This is going to be the moment when Thor picks up his hammer and says, “Game on,” and goes after it.

But Barak does not say, “Game on.” He says something no one would be expecting at this point.

Barak said to her, “If you go with me, I will go; but if you don’t go with me, I won’t go.” (Judges 4:8)

Really? A girl.

Girls can’t fight!

There are whole books by Christian authors in our day who say, “Boys are made by God to be warriors and girls are made by God to be beauties boys fight to rescue.”

It just turns out the Bible is not one of those books.

“Certainly I will go with you,” said Deborah. “But because of the course you are taking, the honor will not be yours, for the Lord will deliver Sisera into the hands of a woman.” (Judges 4:9)

That word “hands” again.

In any great action story (you all know about this), the final showdown has to be between the hero and the villain, the good guy and the bad guy, Batman versus the Joker, David versus Goliath.

Superman has to be the one to get rid of Lex Luthor, not Lois Lane, for crying out loud.

Lois Lane is going to be the rescuee not the rescuer, but here in this odd story in the Bible, Barak is not going to be the hero at all.

In fact, the hero is going to be a woman, and the listeners (the audience) would expect at this point, “I guess the hero must be Deborah.”

Just watch.

Barak calls the troops. Deborah goes up with him, as he asks.

The armies are in place.

The battle is about to begin.

Everyone is waiting for this moment. It’s like we’re watching a movie. This is the big climactic battle, and everyone is just paused with bated breath here because this is going to be good.

A huge battle, and the bad guys are going to get what’s coming to them (blood, gore, spears, horses, maiming, gouging, beheaded death).

Except it’s not. That’s not what happened.

They all know it’s coming, but it doesn’t.

Here’s the next line in this story.

Now Heber the Kenite… pitched his tent by the great tree… (Judges 4:11)

The audience is thinking, “Who in the world cares about whoever Heber the Kenite is and why he’s pitching his tent someplace?”

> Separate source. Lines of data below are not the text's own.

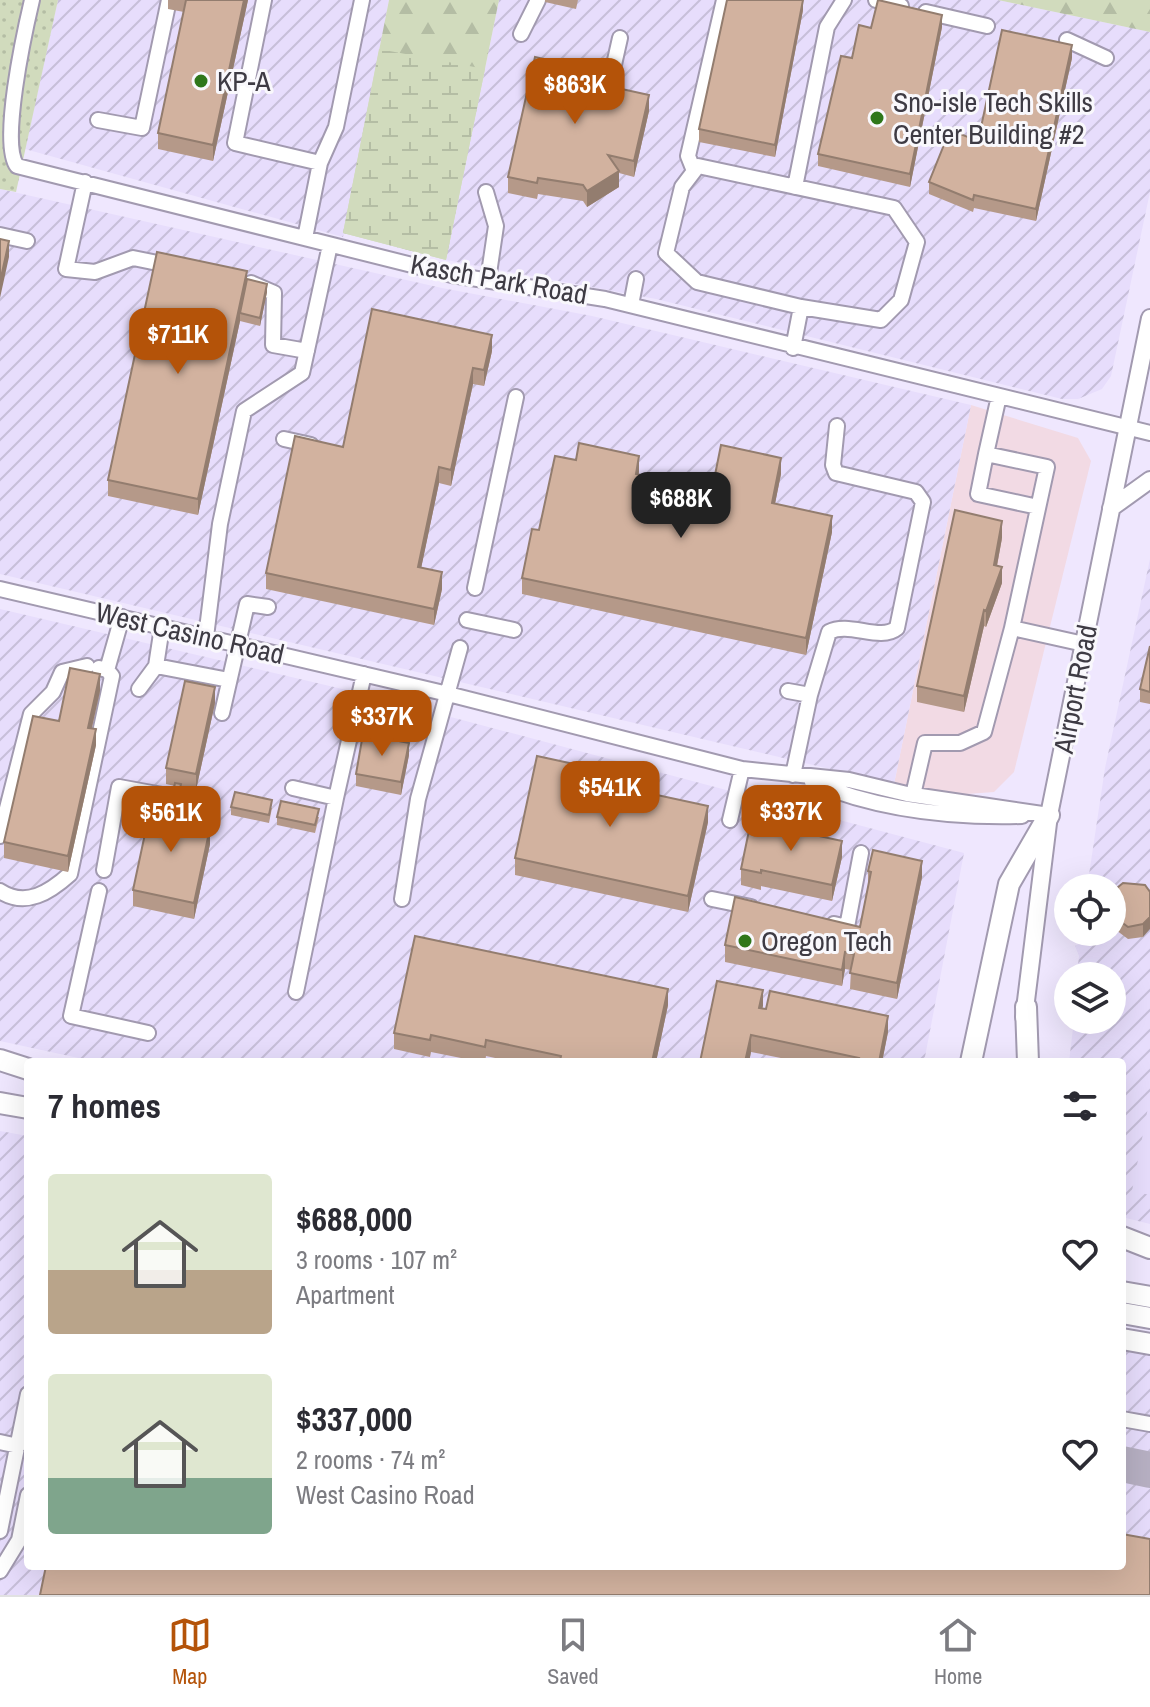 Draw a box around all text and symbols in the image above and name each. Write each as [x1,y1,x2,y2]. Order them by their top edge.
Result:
pin: $863K [519,58,631,126]
place label: KP-A [217,62,271,100]
text: $863K [544,66,606,101]
marker: KP-A [192,72,210,90]
place label: Sno-isle Tech Skills Center Building #2 [893,83,1093,153]
marker: Sno-isle Tech Skills Center Building #2 [868,109,886,127]
street label: Kasch Park Road [408,245,590,313]
pin: $711K [122,308,234,376]
text: $711K [147,316,209,351]
pin: $688K [625,472,737,540]
text: $688K [650,480,712,515]
street label: West Casino Road [92,593,288,673]
street label: Airport Road [1044,621,1106,758]
pin: $337K [326,690,438,758]
text: $337K [351,698,413,733]
pin: $541K [554,761,666,829]
text: $541K [579,769,641,804]
pin: $337K [735,785,847,853]
pin: $561K [115,786,227,854]
text: $337K [760,793,822,828]
text: $561K [140,794,202,829]
map controls [1054,874,1126,1034]
button: locate [1054,874,1126,946]
place label: Oregon Tech [761,922,892,960]
marker: Oregon Tech [736,932,754,950]
button: layers [1054,962,1126,1034]
text: 7 homes [48,1083,161,1129]
icon: filters [1058,1084,1102,1128]
text: $688,000 [296,1196,412,1242]
icon: home [112,1206,208,1302]
icon: heart [1058,1232,1102,1276]
text: 3 rooms · 107 m² [296,1242,457,1277]
text: Apartment [296,1277,394,1312]
text: $337,000 [296,1396,412,1442]
icon: home [112,1406,208,1502]
icon: heart [1058,1432,1102,1476]
text: 2 rooms · 74 m² [296,1442,445,1477]
text: West Casino Road [296,1477,475,1512]
tab: Map [168,1613,212,1691]
tab: Saved [547,1613,599,1691]
tab: Home [934,1613,982,1691] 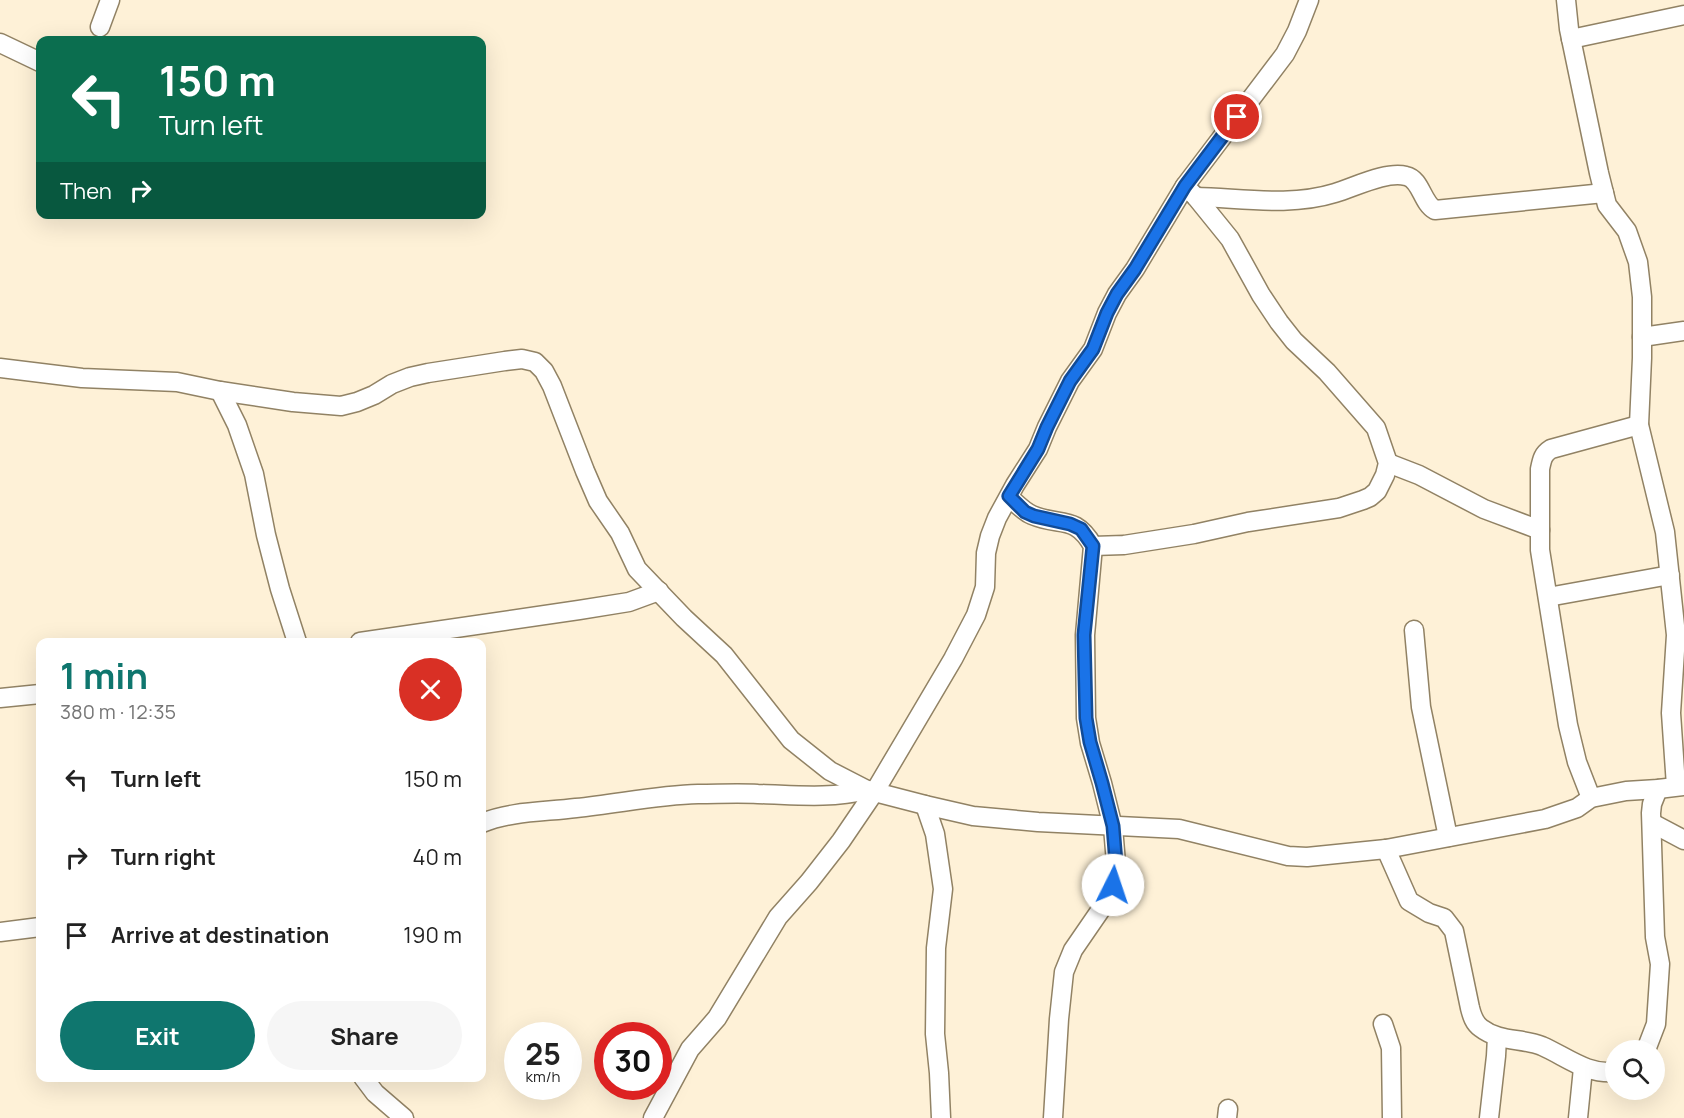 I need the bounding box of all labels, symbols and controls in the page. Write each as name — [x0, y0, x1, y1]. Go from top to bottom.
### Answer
text: 150 m — [159, 51, 276, 109]
icon: left — [60, 60, 138, 138]
pin — [1211, 91, 1262, 142]
icon: arrive — [1220, 100, 1253, 133]
text: Turn left — [159, 106, 263, 143]
icon: right — [124, 174, 157, 207]
text: Then — [60, 176, 112, 206]
text: 1 min — [60, 651, 148, 700]
button: close — [399, 658, 462, 721]
text: 380 m · 12:35 — [60, 698, 176, 725]
icon: left — [60, 763, 93, 796]
text: Turn left — [111, 764, 201, 794]
text: 150 m — [404, 764, 462, 794]
icon: right — [60, 841, 93, 874]
text: Turn right — [111, 842, 216, 872]
text: 40 m — [413, 842, 462, 872]
position arrow — [1081, 853, 1145, 917]
icon: arrive — [60, 919, 93, 952]
text: Arrive at destination — [111, 920, 329, 950]
text: 190 m — [403, 920, 462, 950]
button: Exit — [60, 1001, 255, 1070]
button: Share — [267, 1001, 462, 1070]
speed limit sign: 30 — [594, 1022, 672, 1100]
text: 25 — [525, 1033, 561, 1074]
map controls — [1605, 1040, 1665, 1100]
button: search — [1605, 1040, 1665, 1100]
text: km/h — [526, 1066, 560, 1087]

The story gets even stranger.

There’s a battle. Israel wins the battle against General Sisera, but the battle doesn’t hardly get described here at all.

In fact, it’s not till the next chapter until what is called the Song of Deborah that we find out God sent a rainstorm and that wadi, the Kishon River, gets flooded and the iron chariot General Sisera is so proud of becomes a liability instead of an asset with the floods, and the bad guys lose.

The good guys win! That’s what happens, but it hardly gets described here.

To make matters worse, General Sisera, the arch villain in the piece (the bad guy), gets away on foot, and he comes to a tent, the tent of Jael who is the wife of Heber the Kenite, another woman in this story of great battles!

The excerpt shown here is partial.